Time to revisit our liquor regulations

We over-regulate liquor. I mean that in reference to both the Yukon and Canada as a whole. We treat alcohol as a taboo product to be kept out of sight.

We over-regulate liquor. I mean that in reference to both the Yukon and Canada as a whole. We treat alcohol as a taboo product to be kept out of sight. We set up complicated monopolies and regulatory structures in order to help us sleep better at night, to give us the impression that we are somehow tackling the issue.

Our current approach has resulted in the Yukon boasting a per capita alcohol consumption rate that ranks us first in the world. This is a showing that is repeated year over year, and not really a feat we should be proud of. It is a statistic that shows that our current approach to alcohol is not working, that as a society we are consuming an unhealthy amount of liquor.

The reality is that we cannot regulate healthy use of liquor. It is impossible for the same reasons why prohibition was not tenable in the United States.

What we can do is focus our efforts less on regulation and more on policies that encourage healthy consumption and programs that treat the social ills associated with such consumption. If we can loosen our regulations and stop treating alcohol as a forbidden fruit, we can move towards a healthier societal attitude towards consumption.

The key to such a move is to first admit that our overly onerous control of liquor sales is not doing much to limit alcohol consumption. We have a weirdly complicated liquor sales policy that, at times, does not seem to make much sense.

Consider the ever-present signs at local hotels which prohibit minors in their restaurants/pubs after 11 a.m. This is because the hotel has a liquor license that allows them to sell off-sales. Why not let kids staying in the hotel eat in the restaurant? Will these children explode if they see a patron having a beer at lunch or buying a six-pack to go? I recognize that there is some choice of the hotel at play here, but still a fairly absurd result.

Then there is the epic journey you need to embark on to purchase a keg of beer. You cannot purchase a keg, which holds around 60 litres of beer, through the retail store; instead, you must order it in advance and pick it up at the warehouse out back.

Before that happens, you must execute a lengthy contract that gives the address where the keg will be consumed, a hefty deposit, a promise to return the keg within a week and, if you do not own the house where the beer will be drank, the approval of the owner of the home.

Of course you can simply purchase 150 cans of beer through the retail store and end up with the same amount of beer, for around the same price, without the hassle. Which is absurd. Why set up such an onerous system to control kegs when one can simply bypass it by purchasing the same amount of alcohol in a different format?

Defenders of our liquor rules may retort with a list of petty complaints and minor nuisances. I’d reply that the more petty regulations we have on the books, the more time and money our government is spending enforcing those regulations and prohibitions, leaving us with less money to actually address the problems stemming from alcohol use.

Such petty regulations and prohibitions also give us the illusion that we are somehow combating our unhealthy consumption of alcohol. A bit of smoke and mirrors, as the heavy regulations in place are empirically doing very little to affect consumption.

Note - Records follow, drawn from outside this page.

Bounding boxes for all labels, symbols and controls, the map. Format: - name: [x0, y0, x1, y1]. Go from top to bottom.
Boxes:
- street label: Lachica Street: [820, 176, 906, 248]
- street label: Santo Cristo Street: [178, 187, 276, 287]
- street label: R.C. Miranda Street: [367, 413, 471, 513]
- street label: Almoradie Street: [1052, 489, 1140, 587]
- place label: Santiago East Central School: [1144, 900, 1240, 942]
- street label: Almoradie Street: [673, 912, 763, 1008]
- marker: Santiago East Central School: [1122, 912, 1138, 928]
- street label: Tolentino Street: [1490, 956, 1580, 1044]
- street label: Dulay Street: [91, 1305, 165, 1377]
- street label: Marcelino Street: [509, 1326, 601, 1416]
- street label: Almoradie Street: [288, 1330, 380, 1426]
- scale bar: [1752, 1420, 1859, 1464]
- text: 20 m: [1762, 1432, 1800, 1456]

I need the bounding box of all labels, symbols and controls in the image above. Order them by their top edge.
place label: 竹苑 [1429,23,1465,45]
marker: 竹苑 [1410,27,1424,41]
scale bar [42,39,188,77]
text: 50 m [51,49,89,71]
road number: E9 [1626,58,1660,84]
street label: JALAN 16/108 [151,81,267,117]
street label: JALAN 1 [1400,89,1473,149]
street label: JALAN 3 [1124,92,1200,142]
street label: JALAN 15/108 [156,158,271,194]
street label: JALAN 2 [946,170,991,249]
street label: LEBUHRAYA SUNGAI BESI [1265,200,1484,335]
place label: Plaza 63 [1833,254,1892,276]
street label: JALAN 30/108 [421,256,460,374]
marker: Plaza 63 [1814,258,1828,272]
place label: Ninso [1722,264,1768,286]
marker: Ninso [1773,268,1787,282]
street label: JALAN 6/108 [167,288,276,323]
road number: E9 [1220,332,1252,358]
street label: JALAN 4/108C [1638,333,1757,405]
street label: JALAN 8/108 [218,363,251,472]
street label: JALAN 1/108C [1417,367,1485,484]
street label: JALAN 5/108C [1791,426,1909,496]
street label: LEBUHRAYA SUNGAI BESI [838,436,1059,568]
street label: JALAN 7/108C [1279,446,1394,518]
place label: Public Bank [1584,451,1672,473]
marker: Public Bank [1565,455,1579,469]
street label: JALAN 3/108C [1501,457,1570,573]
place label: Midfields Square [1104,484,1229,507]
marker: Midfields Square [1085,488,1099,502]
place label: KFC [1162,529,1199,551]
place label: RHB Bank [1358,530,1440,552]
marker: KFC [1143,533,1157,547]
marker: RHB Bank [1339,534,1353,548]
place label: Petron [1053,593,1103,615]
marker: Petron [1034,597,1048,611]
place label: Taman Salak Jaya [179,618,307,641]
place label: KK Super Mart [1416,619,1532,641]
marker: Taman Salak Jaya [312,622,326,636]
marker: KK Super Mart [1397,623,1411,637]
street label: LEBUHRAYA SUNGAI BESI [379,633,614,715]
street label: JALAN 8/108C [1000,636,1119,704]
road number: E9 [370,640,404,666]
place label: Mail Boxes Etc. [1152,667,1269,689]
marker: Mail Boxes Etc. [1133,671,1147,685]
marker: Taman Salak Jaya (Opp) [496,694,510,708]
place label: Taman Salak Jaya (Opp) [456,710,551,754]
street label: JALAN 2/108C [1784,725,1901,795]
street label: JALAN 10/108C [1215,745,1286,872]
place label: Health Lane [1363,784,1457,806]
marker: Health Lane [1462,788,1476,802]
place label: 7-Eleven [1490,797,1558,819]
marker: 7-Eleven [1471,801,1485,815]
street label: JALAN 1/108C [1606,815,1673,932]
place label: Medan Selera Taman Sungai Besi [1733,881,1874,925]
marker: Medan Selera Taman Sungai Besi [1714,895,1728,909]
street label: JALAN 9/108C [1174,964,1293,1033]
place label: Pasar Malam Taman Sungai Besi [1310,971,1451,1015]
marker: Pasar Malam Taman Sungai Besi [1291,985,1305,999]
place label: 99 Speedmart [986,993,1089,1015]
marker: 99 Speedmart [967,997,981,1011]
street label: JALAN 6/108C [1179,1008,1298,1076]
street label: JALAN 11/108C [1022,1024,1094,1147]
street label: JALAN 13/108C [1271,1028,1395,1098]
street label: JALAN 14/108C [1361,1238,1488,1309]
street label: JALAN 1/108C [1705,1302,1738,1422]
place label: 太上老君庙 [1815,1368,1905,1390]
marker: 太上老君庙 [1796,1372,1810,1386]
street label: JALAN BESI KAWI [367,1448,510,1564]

The point here is two-fold. First, let’s stop spending time and money administering and enforcing liquor regulations that don’t make much sense. Let’s spend that time and money instead on rehab and support programs. I would advise that our territory undertake a review of the entire regulatory structure surrounding liquor sales, as our current plan simply is not providing healthy results. A central plank of such a review should be a hard look at whether a government-run liquor monopoly is still needed, or whether it is time to fold up the shop.

Second, let’s stop treating alcohol like a banned substance and start treating it like a part of society, much along the lines of continental Europe. In Germany and France alcohol is far more available than in North America, subject to less regulation, and their populations are far less prone to binge drinking than their North American counterparts. We unfortunately inherited the British system of heavy regulation, which has been shown to result in heavy binge drinking from a young age.

At the end of the day the statistics cannot be ignored. We are the biggest per capita consumers of alcohol in the entire world. The status quo is not working, we need a new approach. We need to start looking at ways to encourage healthy consumption of alcohol; we need to be creative and we need to start now.

Graham Lang is a Whitehorse lawyer and long-time Yukoner.